Beginning in the 1970s, a combination of high oil prices and increased competition from foreign auto manufacturers severely affected the US companies. In the ensuing years, the US companies periodically bounced back, but by 2008 the industry was in turmoil due to the aforementioned crisis. As a result, General Motors and Chrysler filed for bankruptcy reorganization and were bailed out with loans and investments from the federal government.

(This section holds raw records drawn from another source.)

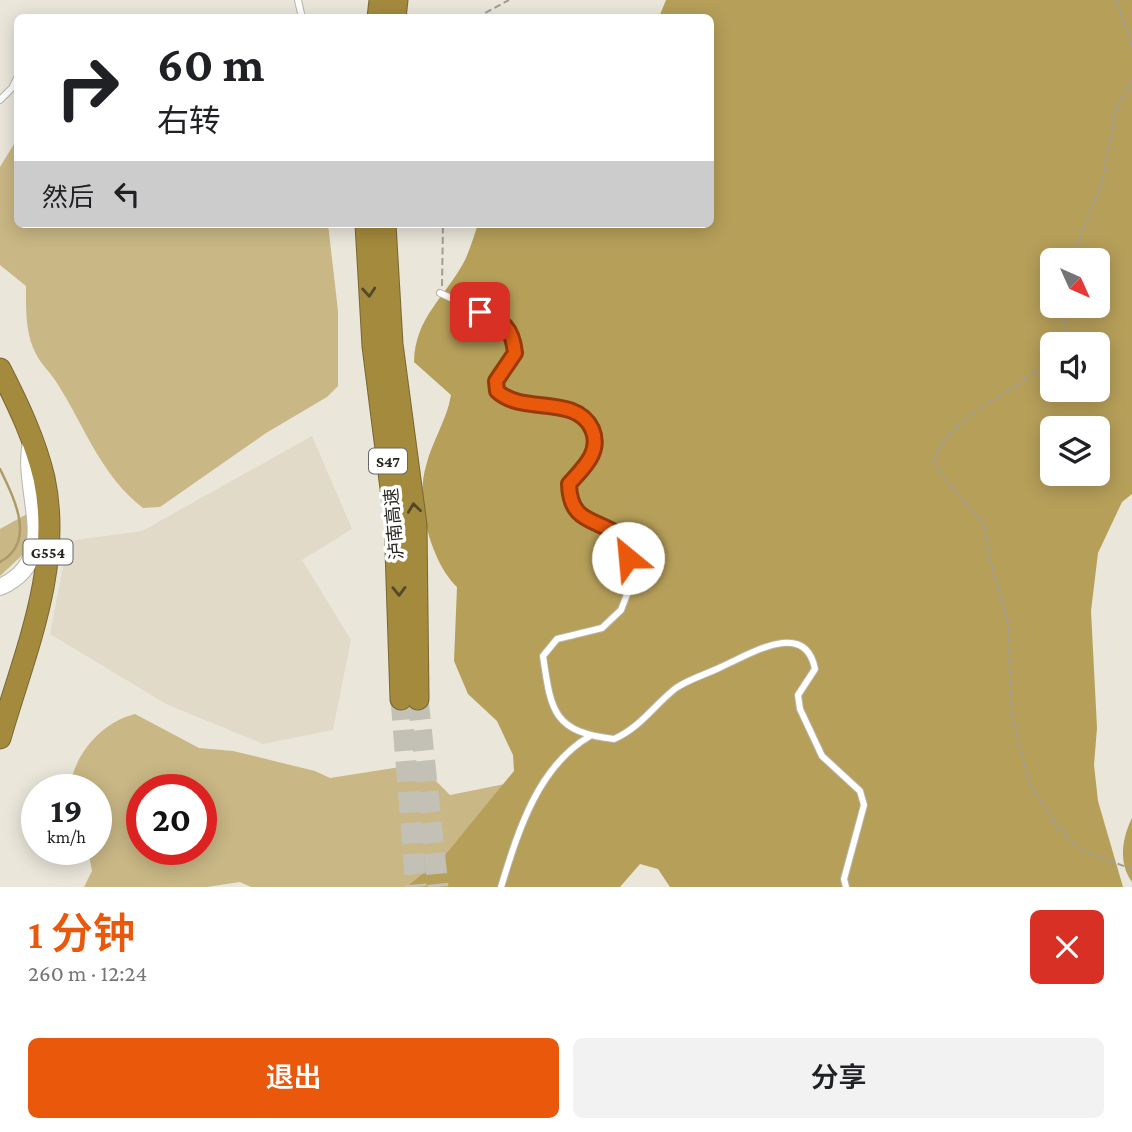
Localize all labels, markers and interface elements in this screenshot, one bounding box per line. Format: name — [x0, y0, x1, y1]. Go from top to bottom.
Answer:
text: 60 m — [157, 37, 264, 92]
icon: right — [42, 42, 133, 133]
text: 右转 — [157, 103, 221, 139]
icon: left — [108, 175, 146, 213]
text: 然后 — [42, 183, 94, 212]
north arrow — [1040, 248, 1110, 318]
map controls — [1040, 248, 1110, 486]
pin — [450, 282, 510, 342]
one-way arrow — [361, 287, 376, 298]
icon: arrive — [461, 293, 499, 331]
button: sound — [1040, 332, 1110, 402]
button: layers — [1040, 416, 1110, 486]
road number: S47 — [369, 448, 407, 474]
street label: 泸南高速 — [381, 487, 407, 561]
one-way arrow — [407, 502, 422, 514]
position arrow — [591, 521, 665, 595]
road number: G554 — [23, 540, 72, 565]
one-way arrow — [391, 587, 407, 597]
speed limit sign: 20 — [126, 774, 217, 865]
text: 19 — [50, 791, 83, 830]
text: km/h — [47, 827, 86, 847]
text: 1 分钟 — [28, 910, 135, 957]
button: close — [1030, 910, 1104, 984]
text: 260 m · 12:24 — [28, 960, 147, 986]
button: 退出 — [28, 1038, 559, 1118]
button: 分享 — [573, 1038, 1104, 1118]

June 2014 seasonally adjusted annualized sales were the biggest in history, with 16.98 million vehicles and toppled the previous record of July 2006. Chrysler later merged into Fiat as Fiat Chrysler and is today a part of the multinational Stellantis group. American electric automaker Tesla emerged onto the scene in 2009 and has since grown to be one of the world's most valuable companies, producing around 1/4th of the world's fully-electric passenger cars.
Prior to the 1980s, most manufacturing facilities were owned by the Big Three and AMC. Their U.S. market share has dropped steadily as numerous foreign-owned car companies have built factories in the U.S. As of 2012, Toyota had 31,000 U.S. employees, compared to Ford's 80,000 and Chrysler's 71,100.

History

The Oldsmobile Curved Dash and the Ford Model T, both American cars, are considered the first mass-produced and mass-affordable cars, respectively. American automotive company General Motors held the title of the world's best-selling automaker from 1931 to 2008. The United States was the second-largest manufacturer of motor vehicles in 2023 and is home to Tesla, the world's most valuable car company. The United States is the world's second-largest automobile market by sales, having been overtaken by China in 2010.

Production

The development of self-powered vehicles was accompanied by numerous technologies and components giving rise to numerous supplier firms and associated industries. Various types of energy sources were employed by early automobiles including steam, electric, and gasoline. Thousands of entrepreneurs were involved in developing, assembling, and marketing of early automobiles on a small and local scale. Increasing sales facilitated production on a larger scale in factories with broader market distribution. Ransom E. Olds and Thomas B. Jeffery began mass production of their automobiles. Henry Ford focused on producing an automobile that many middle class Americans could afford.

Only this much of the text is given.